Bûcher d'une sorcière © Wikipedia.

L’Église et la chasse aux sorcières

La chasse aux sorcières est un phénomène horrible qui a conduit de nombreuses femmes au bûcher. Dans l’opinion publique, cette image de la femme ainsi violentée est souvent associée à l’Église. La littérature, le cinéma, la bande dessinée ne manquent pas d’exemples pour conforter, en effet, l’idée que ce phénomène est dû à l’Inquisition médiévale menée par l’Église au plus profond d’un sombre Moyen Âge. C’est le cas, par exemple du film Le Nom de la Rose (1986), inspiré de l’œuvre (1980) d’Umberto Eco. Des ouvrages prétendument historiques comme l’Histoire de l’Inquisition de Lamothe-Langon (1829) et La Sorcière (1862) de Jules Michelet sont à l’origine de ce lieu commun. Cependant, tout cela est inexact. Ce n’est pas au Moyen Âge. Ce n’est pas l’Inquisition. Ce n’est pas l’Église. Non seulement, l’Église n’a pas été l’actrice de cet acharnement contre des femmes, mais, bien au contraire, elle est intervenue comme nous allons le voir pour s’y opposer.

Quelle époque ?

D’abord, ce n’est pas un phénomène du Moyen Âge. Pendant plus de 1000 ans, il n’existe ni chasses ni bûchers pour les sorcières. Le premier cas signalé en France est celui de Jeanne de Brigue condamnée par le Parlement de Paris en 1391. Le cas de Jeanne d’Arc en 1431 reste un cas isolé. Elle est d’ailleurs accusée un peu de tout, pas spécialement de sorcellerie. Les vraies causes de son procès sont d’abord politiques et l’évêque Cauchon est au service des Anglais et des Bourguignons. De fait, l’obsession sanguinaire de la chasse aux sorcières est un phénomène moderne. Il apparaît vers la fin du XVème siècle pour se poursuivre pendant deux siècles environ. Il coïncide avec ce qu’on appelle la Renaissance et l’avènement de la Raison et des Lumières. Il y a deux grandes vagues : 1470-1520 et 1560-1650. L’épisode de Salem en Nouvelle Angleterre où vingt sorcières furent brûlées eut lieu en 1692. En France, les condamnations à mort pour fait de sorcellerie seront stoppées par un édit du roi Louis XIV en 1672. Le dernier bûcher signalé en Europe est daté de 1782 dans la Suisse réformée.

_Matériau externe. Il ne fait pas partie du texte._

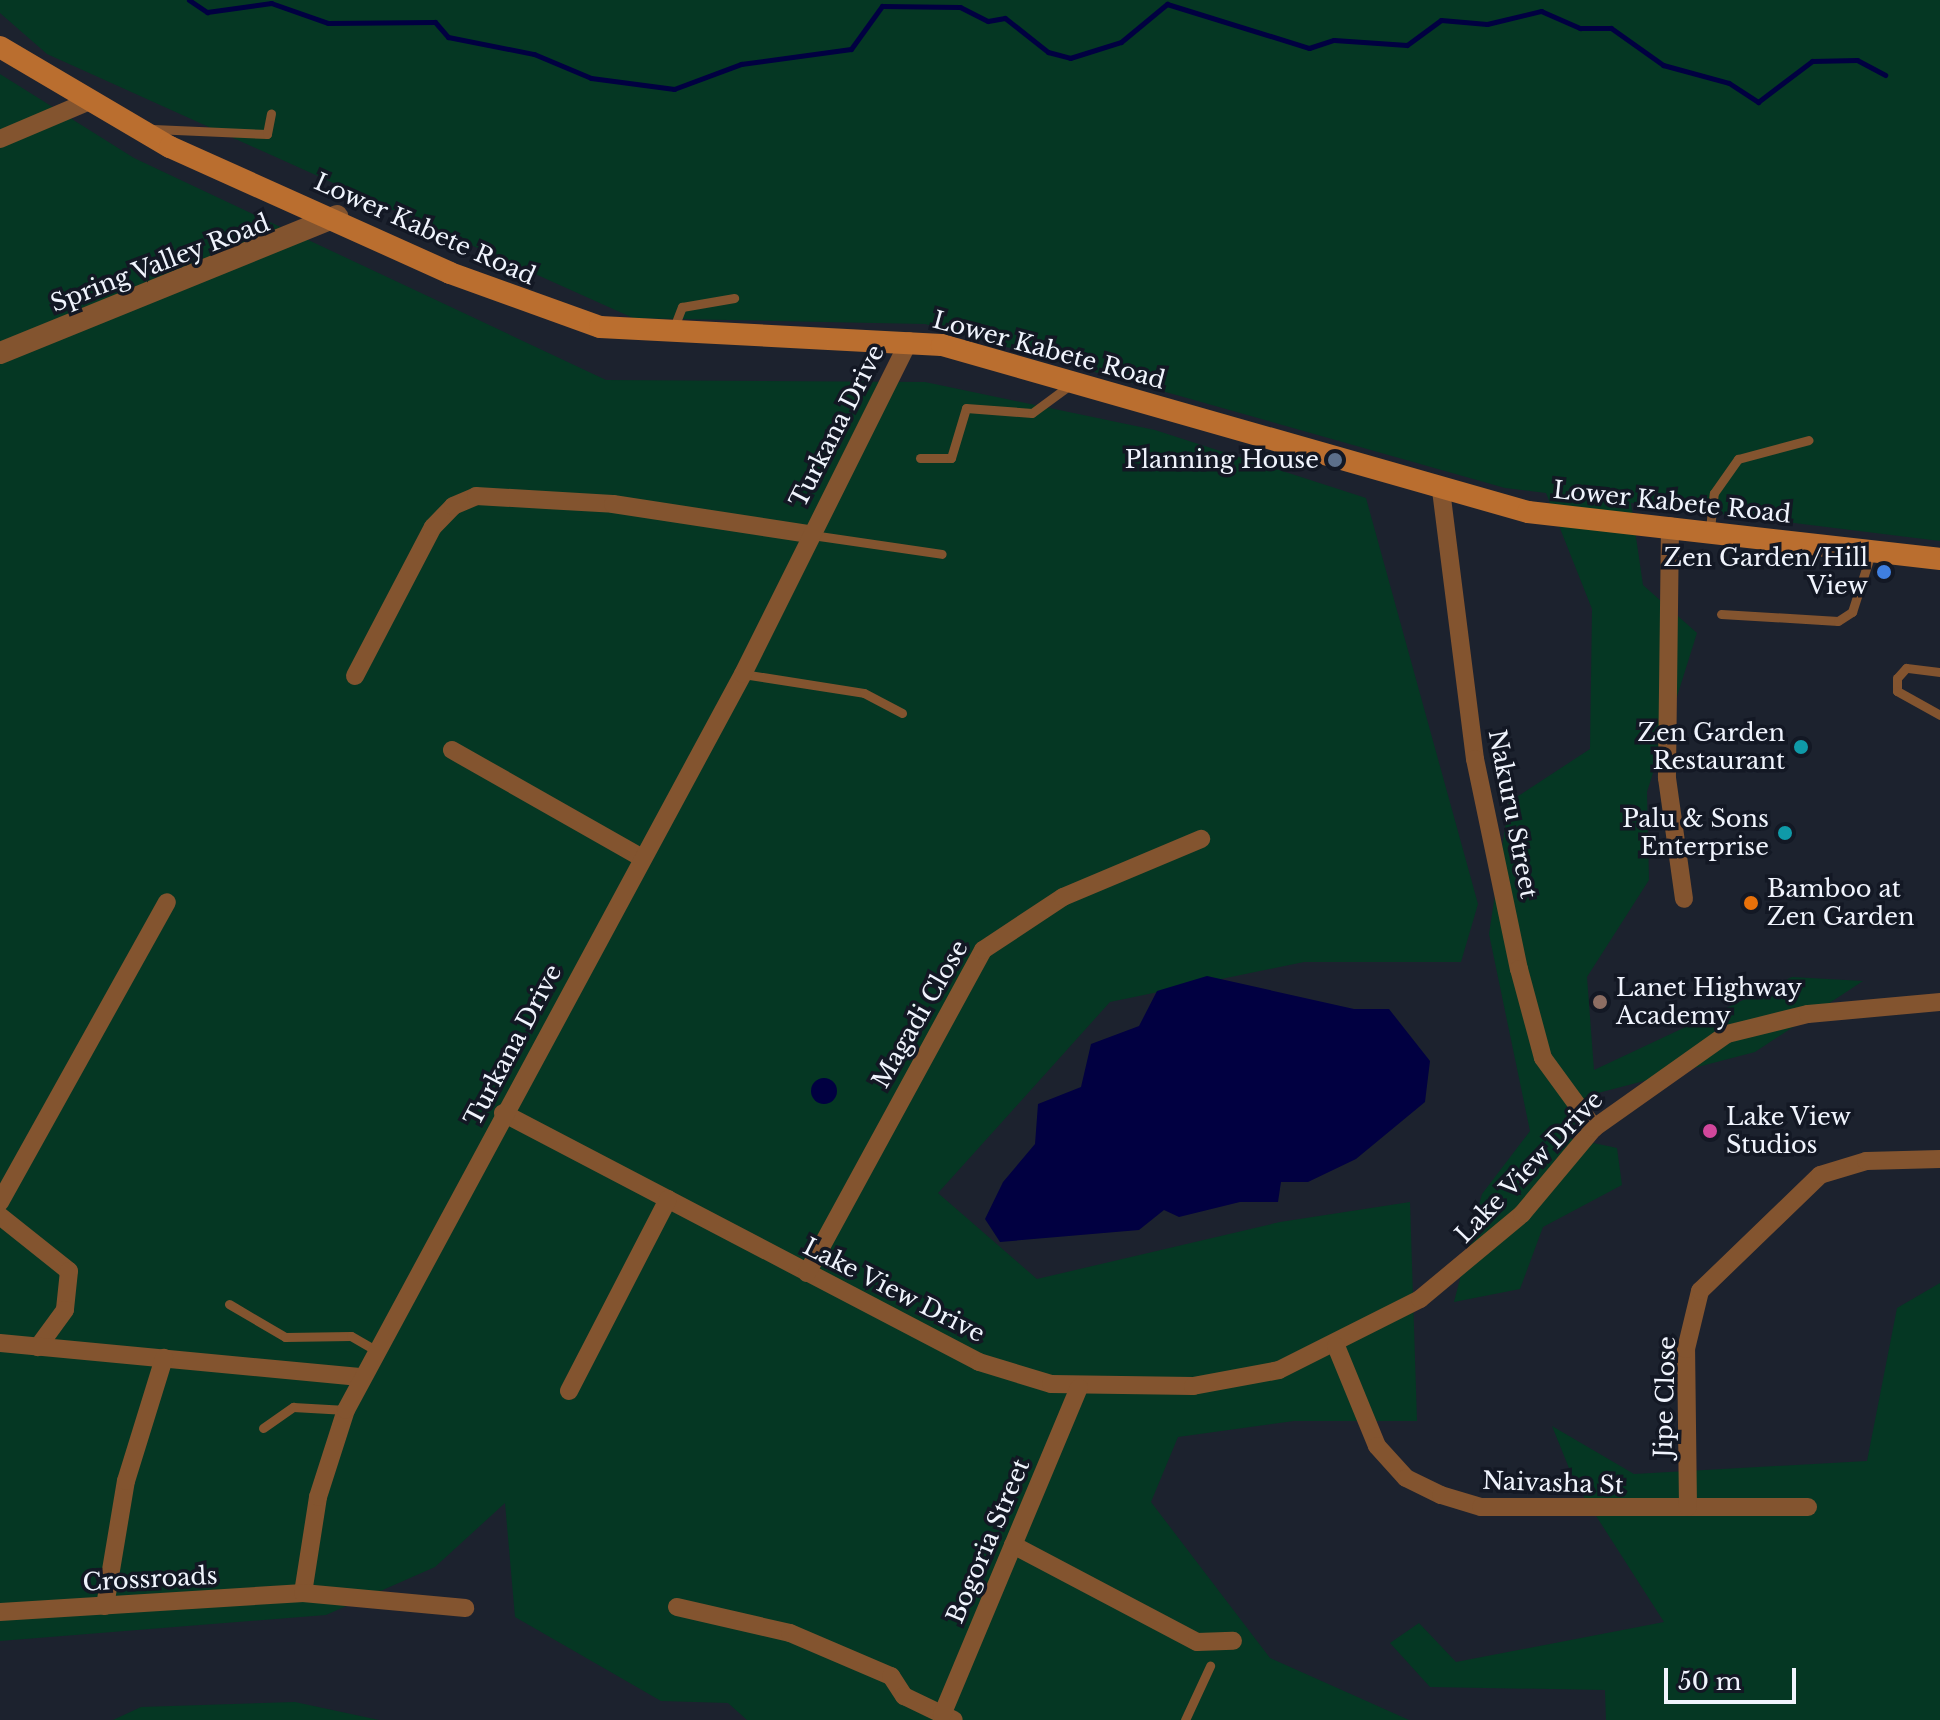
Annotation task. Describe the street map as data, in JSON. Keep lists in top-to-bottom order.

Malheureusement, ce thème reste d’une grande actualité aujourd’hui dans de nombreux pays d’Amérique latine, d’Asie du Sud-Est et d’Afrique. Selon l’article Wikipédia-Allemagne : Persécution des sorcières, depuis 1960, plus de personnes ont vraisemblablement été exécutées ou lynchées pour sorcellerie que pendant toute la période des persécutions en Europe. En Tanzanie, par exemple, entre 10 000 et 15 000 personnes auraient été tuées.

Quelle ampleur ?

En l’absence d’études sérieuses, les chiffres les plus extravagants ont été affirmés. Jusqu’à 9 millions selon Voigt (1786), Rosenberg (1930), Hans Küng (1985). Des auteurs comparent avec l’Holocauste. Dan Brown, dans le Da Vinci Code (2003), parle de 5 millions de femmes sur le bûcher en les attribuant à l’Église. Les études récentes des historiens s’accordent néanmoins pour estimer les condamnations entre 20 000 et 40 000. Behringer parle de 3 millions de personnes jugées dont 40 000 condamnées soit 1,5 %. Il a été également établi que ce drame ne concernait pas que des femmes puisqu’on compte 20 % d’hommes. Le foyer principal, toujours selon Behringer, a été de loin l’Allemagne avec près de 75 % des victimes.

Durant le Moyen Âge, l’Église combat la peur de la sorcellerie et la chasse aux sorcières. 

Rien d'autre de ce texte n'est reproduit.